(ACTIVITY) Print the entries below word for word; the pictures stay out of your copy.

(RECORDS PROVIDED)

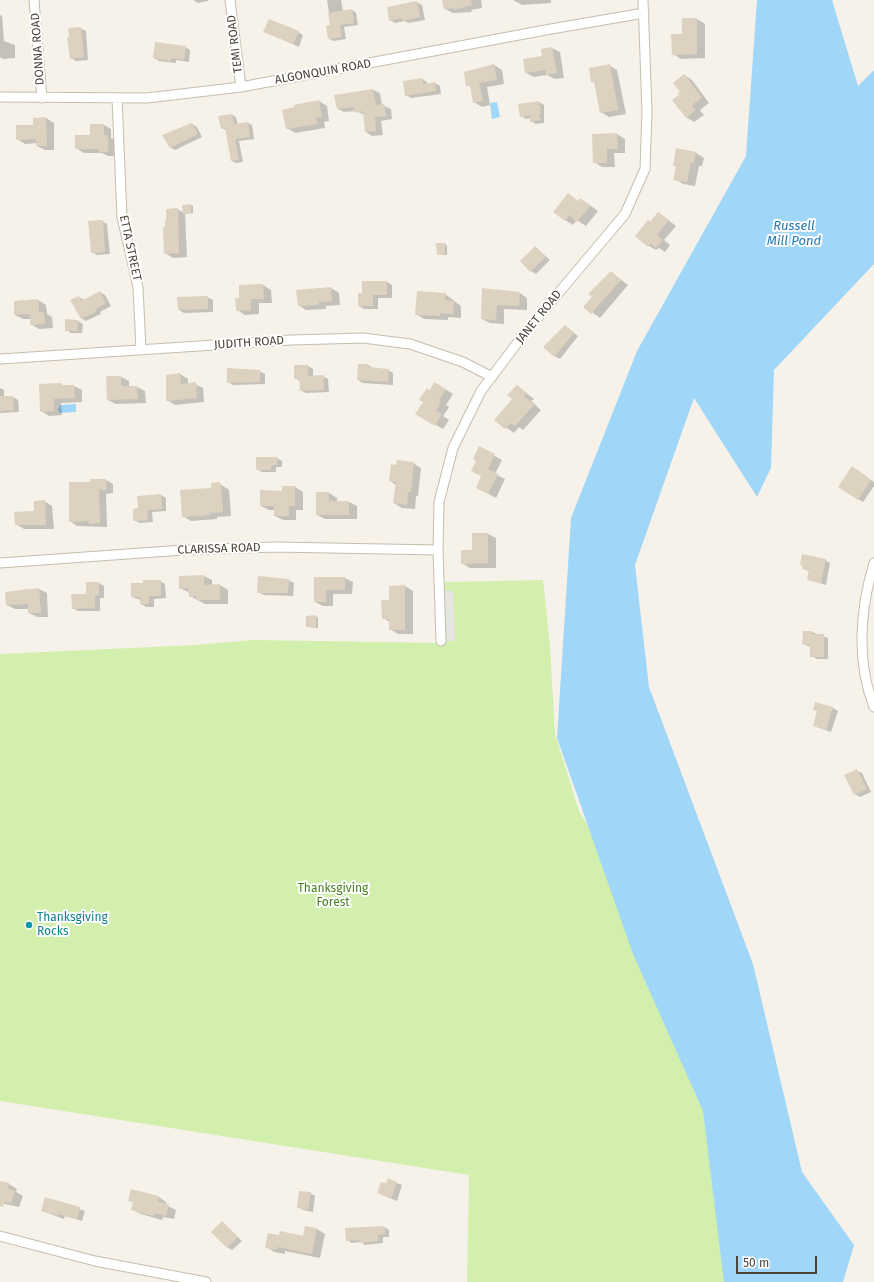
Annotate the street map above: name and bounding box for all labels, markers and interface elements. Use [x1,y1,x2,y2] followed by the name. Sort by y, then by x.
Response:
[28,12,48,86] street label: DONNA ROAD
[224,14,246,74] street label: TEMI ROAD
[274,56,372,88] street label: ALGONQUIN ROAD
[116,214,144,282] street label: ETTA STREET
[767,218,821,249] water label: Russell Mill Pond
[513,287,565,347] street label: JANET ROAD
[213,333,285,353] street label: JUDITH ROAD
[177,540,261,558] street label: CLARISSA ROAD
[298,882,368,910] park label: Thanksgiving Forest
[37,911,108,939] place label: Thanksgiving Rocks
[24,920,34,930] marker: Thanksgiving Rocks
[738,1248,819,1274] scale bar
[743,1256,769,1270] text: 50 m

(WRITTEN SOLUTION)
Annotate the street map above: name and bounding box for all labels, markers and interface elements. Use [x1,y1,x2,y2] followed by the name. Sort by y, then by x.
Response:
[28,12,48,86] street label: DONNA ROAD
[224,14,246,74] street label: TEMI ROAD
[274,56,372,88] street label: ALGONQUIN ROAD
[116,214,144,282] street label: ETTA STREET
[767,218,821,249] water label: Russell Mill Pond
[513,287,565,347] street label: JANET ROAD
[213,333,285,353] street label: JUDITH ROAD
[177,540,261,558] street label: CLARISSA ROAD
[298,882,368,910] park label: Thanksgiving Forest
[37,911,108,939] place label: Thanksgiving Rocks
[24,920,34,930] marker: Thanksgiving Rocks
[738,1248,819,1274] scale bar
[743,1256,769,1270] text: 50 m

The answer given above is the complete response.